How Will I Know When a Kidney Stone Has Passed?
As stones move into your ureters — the thin tubes that allow urine to pass from your kidneys to your bladder — signs and symptoms can result. Signs and symptoms of kidney stones being passed can include severe pain, nausea, vomiting, fever, chills and blood in your urine.
Which Fruits Are Good for Preventing Kidney Stones?
Citrus fruit, and their juice, can help reduce or block the formation of stones due to naturally occurring citrate. Good sources of citrus include lemons, oranges, and grapefruit.
How Long After Passing a Kidney Stone Does the Pain Stop?

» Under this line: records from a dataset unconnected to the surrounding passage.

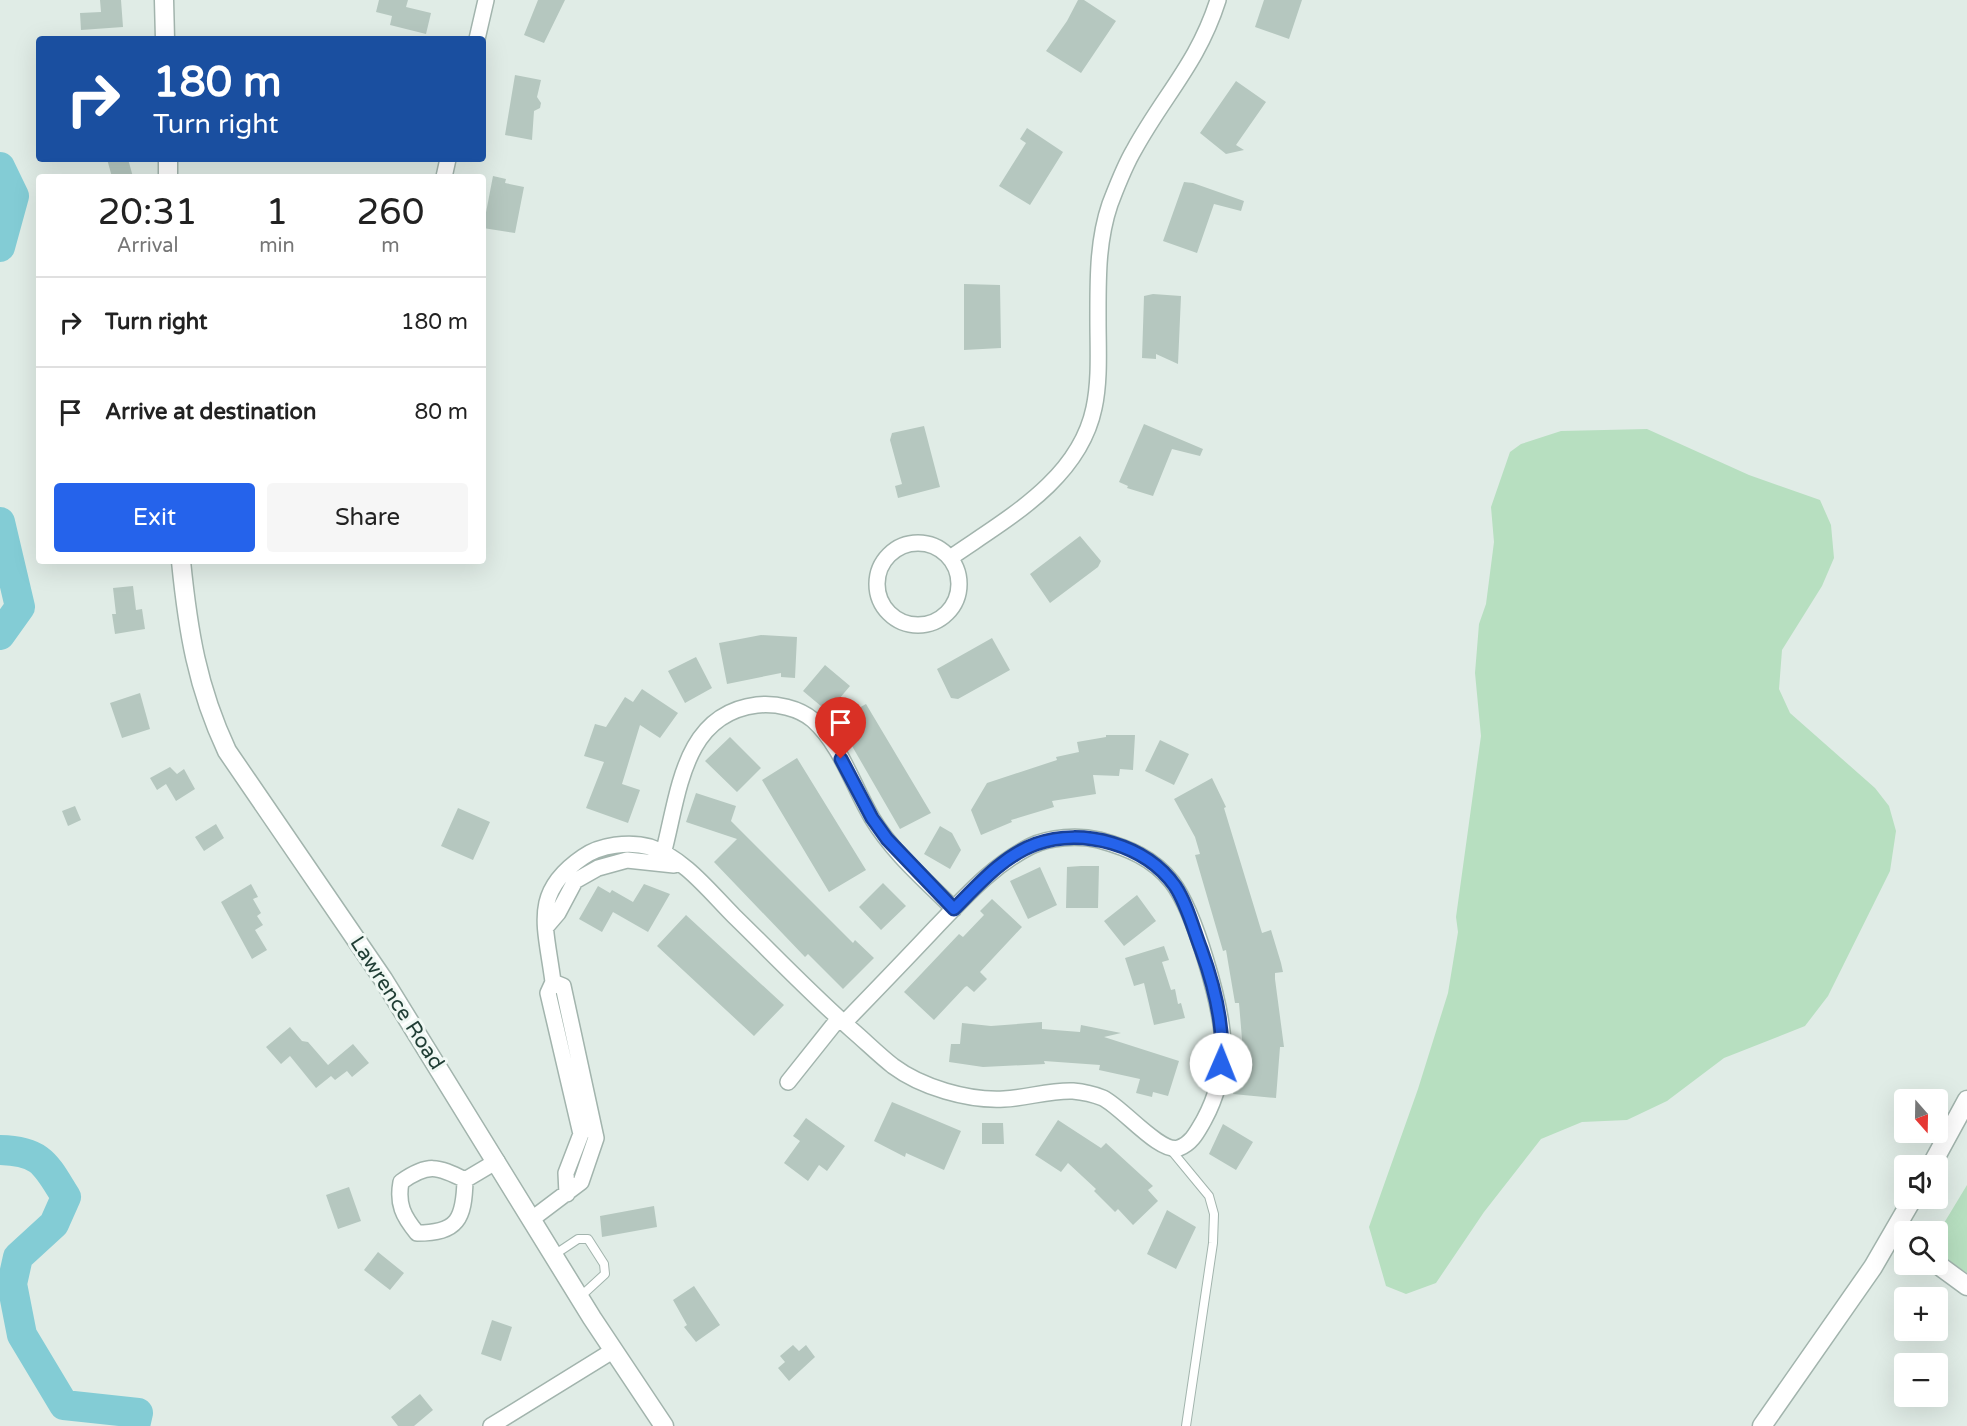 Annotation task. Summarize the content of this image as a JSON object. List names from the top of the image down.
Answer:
{
  "streets": {
    "street": ["Lawrence Road"]
  },
  "north": "bottom",
  "page": {
    "turn": ["180 m", "Turn right"],
    "eta": [
      "20:31",
      "Arrival",
      "1",
      "min",
      "260",
      "m"
    ],
    "list": [
      {
        "name": "Turn right",
        "value": "180 m"
      },
      {
        "name": "Arrive at destination",
        "value": "80 m"
      }
    ],
    "buttons": ["Exit", "Share"],
    "map_buttons": ["+", "−"]
  }
}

Once it reaches the bladder, the stone typically passes within a few days. However, pain may subside even if the stone is still in the ureter, so it is important to follow up with your doctor if you do not pass the stone within 4-6 weeks.
Can Kidney Stones Grow Bigger?
Kidney stones can start small but can grow larger in size, even filling the inner hollow structures of the kidney. Some stones stay in the kidney, and may not cause any problems.
Is Milk Good for Kidney Stones?
Yes. Calcium-rich foods such as milk, yogurt, and some cheese and oxalate-rich foods are beneficial for preventing kidney stones. This is because oxalate and calcium from the foods are more likely to bind to one another in the stomach and intestines before entering the kidneys, make it less likely that kidney stones will form.
What Does Passing a Kidney Stone Feel Like for a Woman?
They feel pain in their abdomen, lower back, or groin as the stone passes through the narrow ureter and beyond. That can also cause some gastric discomfort, which is centered in the upper abdomen and can be dull and achy or throbbing pain.